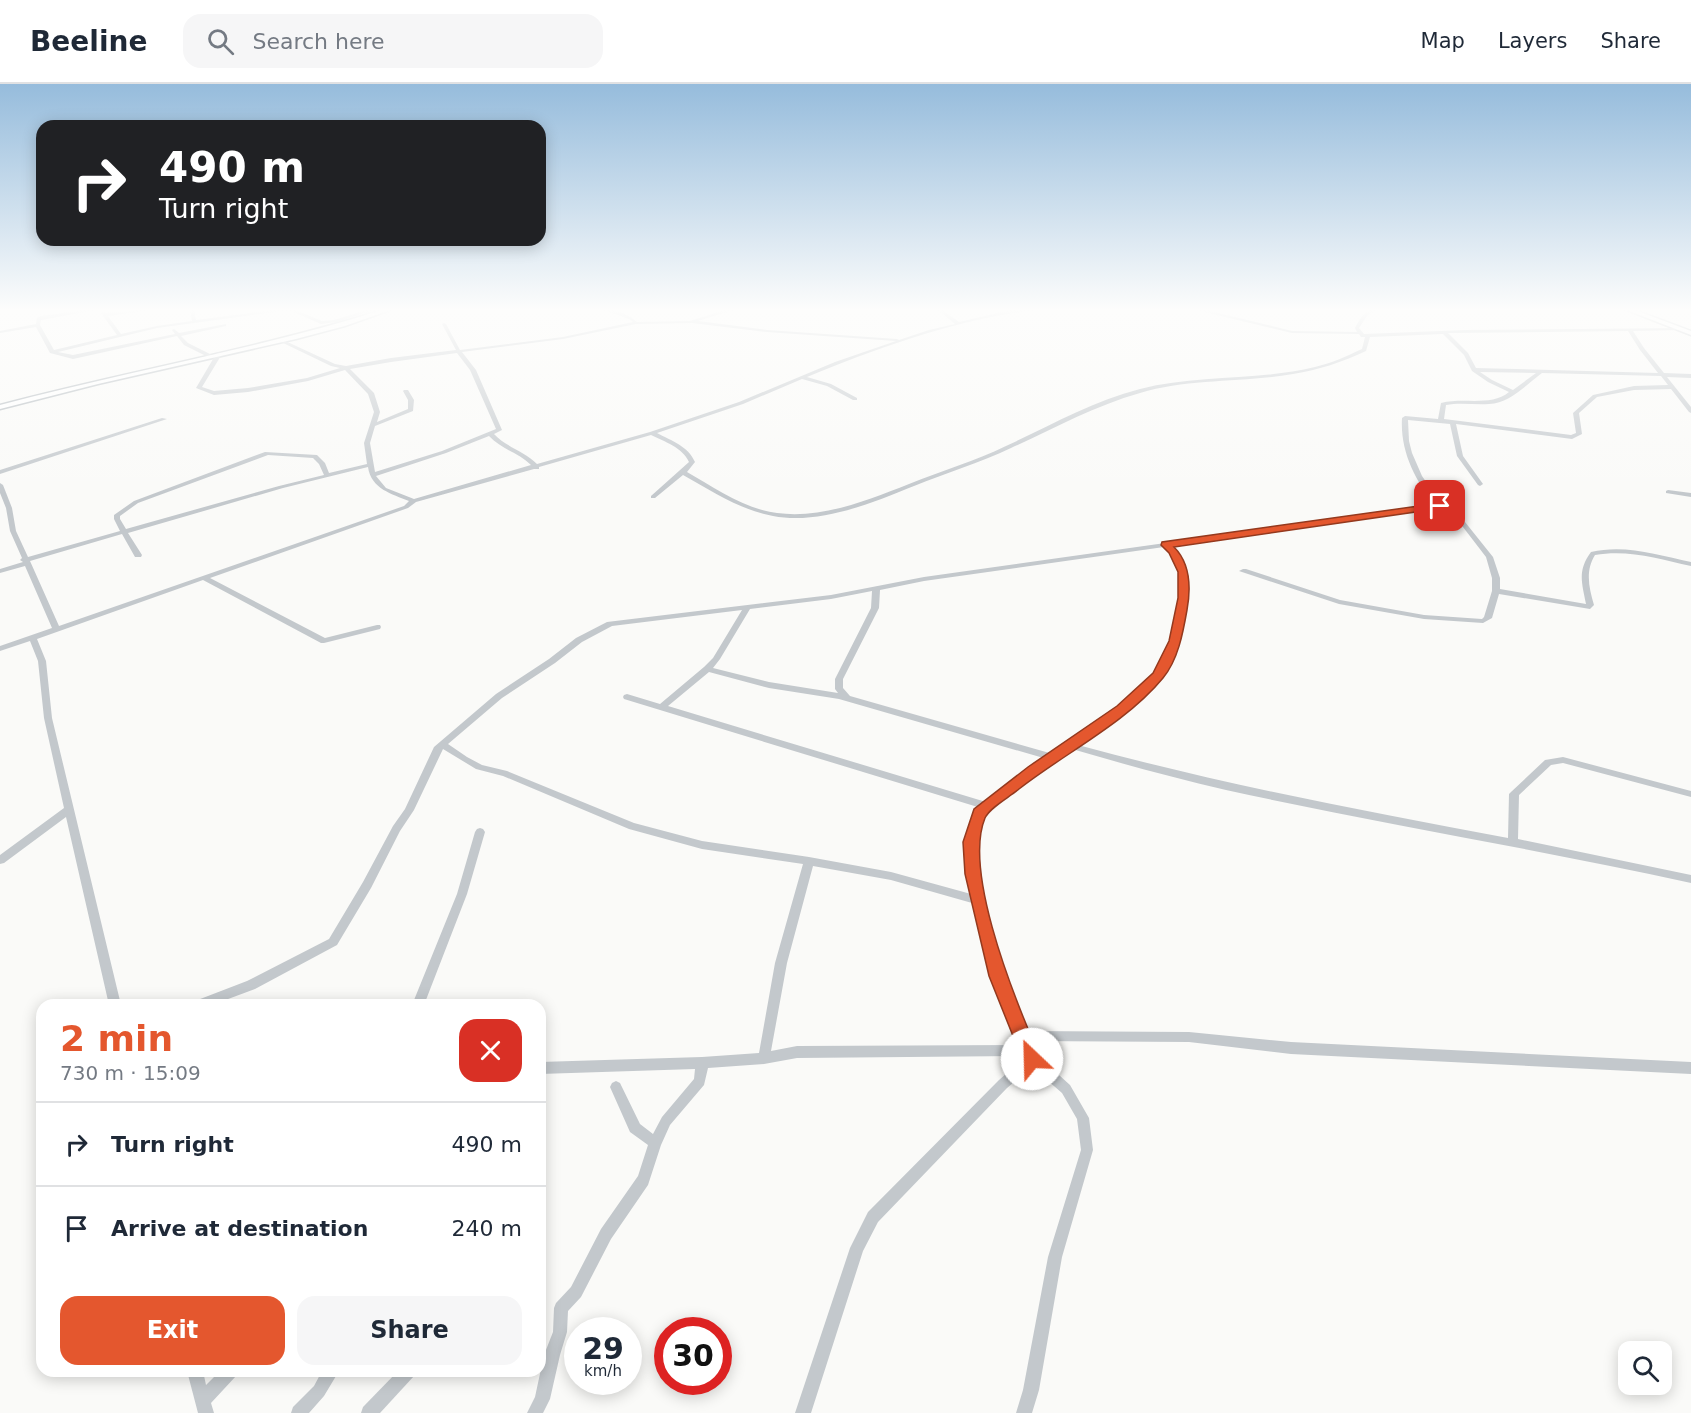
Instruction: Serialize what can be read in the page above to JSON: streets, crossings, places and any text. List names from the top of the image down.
{
  "page": {
    "header": "Beeline",
    "search": "Search here",
    "nav": ["Map", "Layers", "Share"],
    "turn": ["490 m", "Turn right"],
    "heading": ["2 min", "730 m · 15:09"],
    "list": [
      {
        "name": "Turn right",
        "value": "490 m"
      },
      {
        "name": "Arrive at destination",
        "value": "240 m"
      }
    ],
    "buttons": ["Exit", "Share"],
    "speed": "29 km/h",
    "limit": "30"
  }
}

——————

*Action item*. All of the data above should be transcribed verbatim, with pictures omitted.

*Solution*.
Instruction: Serialize what can be read in the page above to JSON: streets, crossings, places and any text. List names from the top of the image down.
{
  "page": {
    "header": "Beeline",
    "search": "Search here",
    "nav": ["Map", "Layers", "Share"],
    "turn": ["490 m", "Turn right"],
    "heading": ["2 min", "730 m · 15:09"],
    "list": [
      {
        "name": "Turn right",
        "value": "490 m"
      },
      {
        "name": "Arrive at destination",
        "value": "240 m"
      }
    ],
    "buttons": ["Exit", "Share"],
    "speed": "29 km/h",
    "limit": "30"
  }
}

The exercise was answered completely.